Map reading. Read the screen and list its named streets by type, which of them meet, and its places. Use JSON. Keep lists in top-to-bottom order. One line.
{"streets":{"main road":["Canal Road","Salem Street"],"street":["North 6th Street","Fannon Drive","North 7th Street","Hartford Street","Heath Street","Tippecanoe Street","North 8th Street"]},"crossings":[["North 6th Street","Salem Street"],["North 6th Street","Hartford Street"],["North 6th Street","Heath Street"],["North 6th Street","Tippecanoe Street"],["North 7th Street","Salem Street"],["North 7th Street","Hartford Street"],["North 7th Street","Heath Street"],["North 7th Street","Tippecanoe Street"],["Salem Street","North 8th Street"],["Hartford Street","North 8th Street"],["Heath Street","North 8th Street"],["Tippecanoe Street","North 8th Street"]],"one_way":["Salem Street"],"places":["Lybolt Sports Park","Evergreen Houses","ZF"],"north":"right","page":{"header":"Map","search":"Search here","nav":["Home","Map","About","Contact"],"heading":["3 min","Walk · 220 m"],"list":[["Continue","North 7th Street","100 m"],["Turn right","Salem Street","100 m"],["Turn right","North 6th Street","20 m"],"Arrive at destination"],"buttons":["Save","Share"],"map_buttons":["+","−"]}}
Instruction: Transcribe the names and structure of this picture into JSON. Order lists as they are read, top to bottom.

------------------------

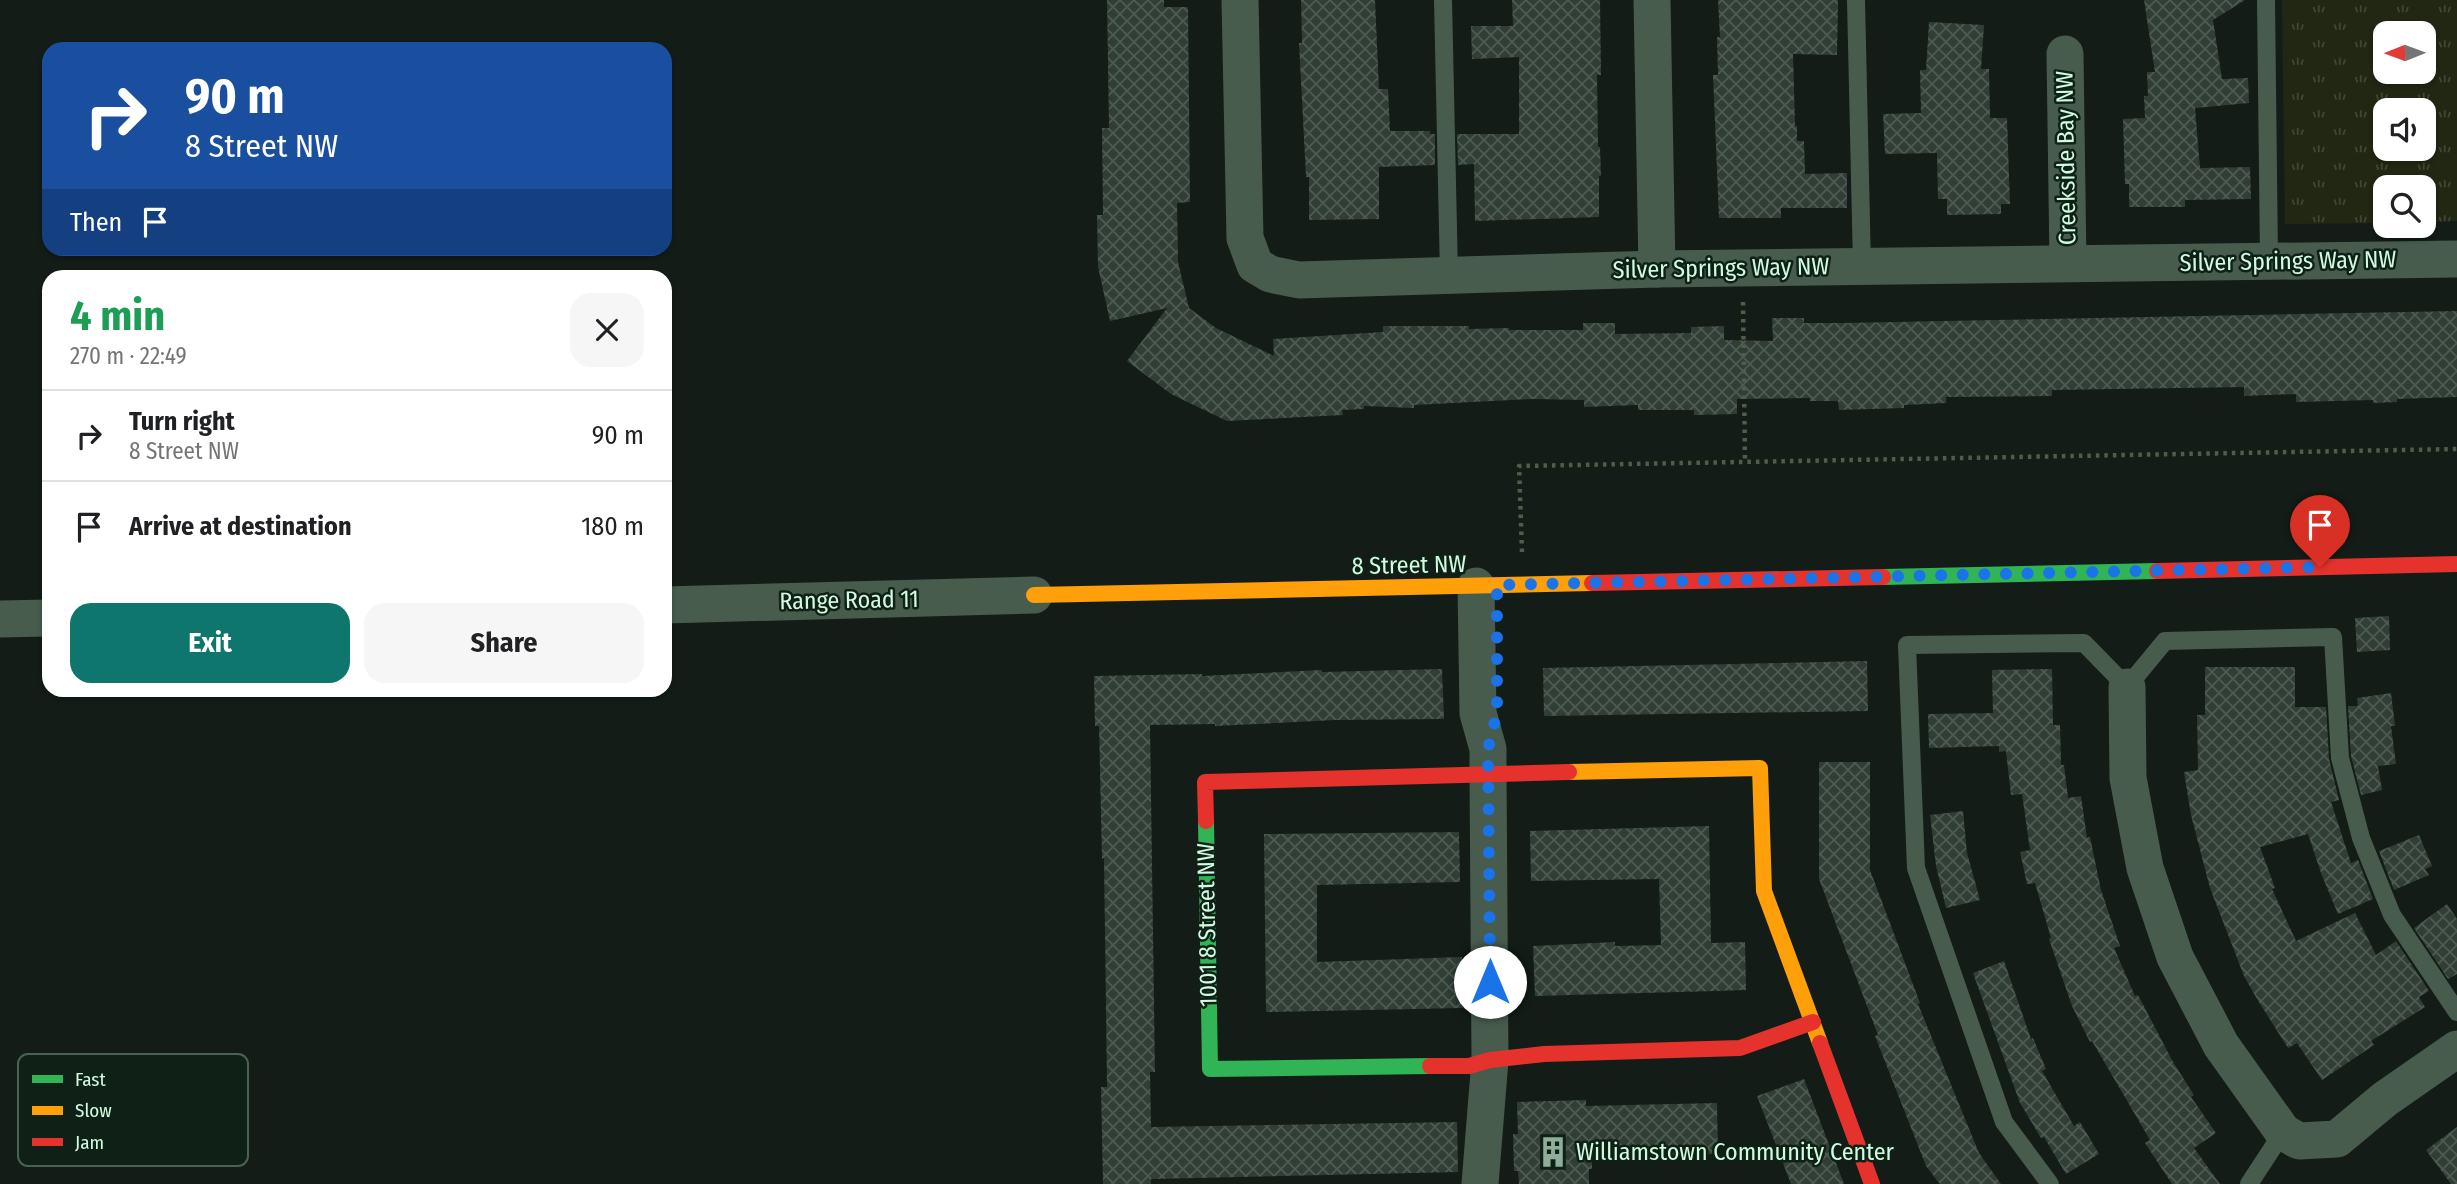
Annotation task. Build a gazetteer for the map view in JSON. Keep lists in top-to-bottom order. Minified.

------------------------

◆ What this task involves: What do the lines above say from the one containing "Map reading. Read" down to the one containing "Instruction: Transcribe the"? Return them exactly, both end lines included, and only them.

◆ Reply to the task:
Map reading. Read the screen and list its named streets by type, which of them meet, and its places. Use JSON. Keep lists in top-to-bottom order. One line.
{"streets":{"main road":["Canal Road","Salem Street"],"street":["North 6th Street","Fannon Drive","North 7th Street","Hartford Street","Heath Street","Tippecanoe Street","North 8th Street"]},"crossings":[["North 6th Street","Salem Street"],["North 6th Street","Hartford Street"],["North 6th Street","Heath Street"],["North 6th Street","Tippecanoe Street"],["North 7th Street","Salem Street"],["North 7th Street","Hartford Street"],["North 7th Street","Heath Street"],["North 7th Street","Tippecanoe Street"],["Salem Street","North 8th Street"],["Hartford Street","North 8th Street"],["Heath Street","North 8th Street"],["Tippecanoe Street","North 8th Street"]],"one_way":["Salem Street"],"places":["Lybolt Sports Park","Evergreen Houses","ZF"],"north":"right","page":{"header":"Map","search":"Search here","nav":["Home","Map","About","Contact"],"heading":["3 min","Walk · 220 m"],"list":[["Continue","North 7th Street","100 m"],["Turn right","Salem Street","100 m"],["Turn right","North 6th Street","20 m"],"Arrive at destination"],"buttons":["Save","Share"],"map_buttons":["+","−"]}}
Instruction: Transcribe the names and structure of this picture into JSON. Order lists as they are read, top to bottom.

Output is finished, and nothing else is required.